# EXERCISE DETAILS
Restate the records in full, so that each line matches the original exactly.

Segment Start: RECORDS FOR THE TASK

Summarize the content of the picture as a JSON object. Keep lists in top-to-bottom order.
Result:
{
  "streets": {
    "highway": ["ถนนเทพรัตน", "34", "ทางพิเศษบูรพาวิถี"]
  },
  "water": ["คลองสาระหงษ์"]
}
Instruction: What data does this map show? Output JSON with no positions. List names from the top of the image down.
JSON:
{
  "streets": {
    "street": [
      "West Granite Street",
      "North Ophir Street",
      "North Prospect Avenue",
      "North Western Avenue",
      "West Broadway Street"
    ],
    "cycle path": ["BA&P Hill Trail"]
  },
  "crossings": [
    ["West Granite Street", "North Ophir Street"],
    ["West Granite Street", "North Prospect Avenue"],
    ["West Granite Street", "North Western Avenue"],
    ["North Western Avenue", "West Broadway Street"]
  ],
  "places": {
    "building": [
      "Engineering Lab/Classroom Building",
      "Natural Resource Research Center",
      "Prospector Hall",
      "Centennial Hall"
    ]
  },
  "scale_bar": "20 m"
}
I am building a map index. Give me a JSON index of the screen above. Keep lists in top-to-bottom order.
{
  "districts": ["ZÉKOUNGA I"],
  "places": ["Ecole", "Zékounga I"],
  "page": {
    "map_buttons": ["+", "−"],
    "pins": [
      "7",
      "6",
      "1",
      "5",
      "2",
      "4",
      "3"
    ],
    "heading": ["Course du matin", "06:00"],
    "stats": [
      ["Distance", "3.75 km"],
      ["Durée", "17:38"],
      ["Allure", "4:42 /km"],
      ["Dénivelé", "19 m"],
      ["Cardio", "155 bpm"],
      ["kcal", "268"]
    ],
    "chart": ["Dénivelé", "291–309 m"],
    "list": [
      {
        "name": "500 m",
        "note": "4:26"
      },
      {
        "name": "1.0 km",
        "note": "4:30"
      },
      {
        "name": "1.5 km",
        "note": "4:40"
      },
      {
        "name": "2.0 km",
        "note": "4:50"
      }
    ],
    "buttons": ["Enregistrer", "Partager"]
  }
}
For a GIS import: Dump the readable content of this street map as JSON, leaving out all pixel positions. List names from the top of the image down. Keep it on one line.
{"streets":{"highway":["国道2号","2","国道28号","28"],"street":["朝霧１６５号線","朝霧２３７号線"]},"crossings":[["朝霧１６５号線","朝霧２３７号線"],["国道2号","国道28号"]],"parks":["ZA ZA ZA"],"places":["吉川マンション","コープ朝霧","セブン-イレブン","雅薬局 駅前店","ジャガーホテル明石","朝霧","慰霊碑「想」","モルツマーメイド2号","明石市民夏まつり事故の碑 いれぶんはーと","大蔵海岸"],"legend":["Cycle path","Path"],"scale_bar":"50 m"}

Segment End: RECORDS FOR THE TASK

# RESULT OF THE EXERCISE
Summarize the content of the picture as a JSON object. Keep lists in top-to-bottom order.
Result:
{
  "streets": {
    "highway": ["ถนนเทพรัตน", "34", "ทางพิเศษบูรพาวิถี"]
  },
  "water": ["คลองสาระหงษ์"]
}
Instruction: What data does this map show? Output JSON with no positions. List names from the top of the image down.
JSON:
{
  "streets": {
    "street": [
      "West Granite Street",
      "North Ophir Street",
      "North Prospect Avenue",
      "North Western Avenue",
      "West Broadway Street"
    ],
    "cycle path": ["BA&P Hill Trail"]
  },
  "crossings": [
    ["West Granite Street", "North Ophir Street"],
    ["West Granite Street", "North Prospect Avenue"],
    ["West Granite Street", "North Western Avenue"],
    ["North Western Avenue", "West Broadway Street"]
  ],
  "places": {
    "building": [
      "Engineering Lab/Classroom Building",
      "Natural Resource Research Center",
      "Prospector Hall",
      "Centennial Hall"
    ]
  },
  "scale_bar": "20 m"
}
I am building a map index. Give me a JSON index of the screen above. Keep lists in top-to-bottom order.
{
  "districts": ["ZÉKOUNGA I"],
  "places": ["Ecole", "Zékounga I"],
  "page": {
    "map_buttons": ["+", "−"],
    "pins": [
      "7",
      "6",
      "1",
      "5",
      "2",
      "4",
      "3"
    ],
    "heading": ["Course du matin", "06:00"],
    "stats": [
      ["Distance", "3.75 km"],
      ["Durée", "17:38"],
      ["Allure", "4:42 /km"],
      ["Dénivelé", "19 m"],
      ["Cardio", "155 bpm"],
      ["kcal", "268"]
    ],
    "chart": ["Dénivelé", "291–309 m"],
    "list": [
      {
        "name": "500 m",
        "note": "4:26"
      },
      {
        "name": "1.0 km",
        "note": "4:30"
      },
      {
        "name": "1.5 km",
        "note": "4:40"
      },
      {
        "name": "2.0 km",
        "note": "4:50"
      }
    ],
    "buttons": ["Enregistrer", "Partager"]
  }
}
For a GIS import: Dump the readable content of this street map as JSON, leaving out all pixel positions. List names from the top of the image down. Keep it on one line.
{"streets":{"highway":["国道2号","2","国道28号","28"],"street":["朝霧１６５号線","朝霧２３７号線"]},"crossings":[["朝霧１６５号線","朝霧２３７号線"],["国道2号","国道28号"]],"parks":["ZA ZA ZA"],"places":["吉川マンション","コープ朝霧","セブン-イレブン","雅薬局 駅前店","ジャガーホテル明石","朝霧","慰霊碑「想」","モルツマーメイド2号","明石市民夏まつり事故の碑 いれぶんはーと","大蔵海岸"],"legend":["Cycle path","Path"],"scale_bar":"50 m"}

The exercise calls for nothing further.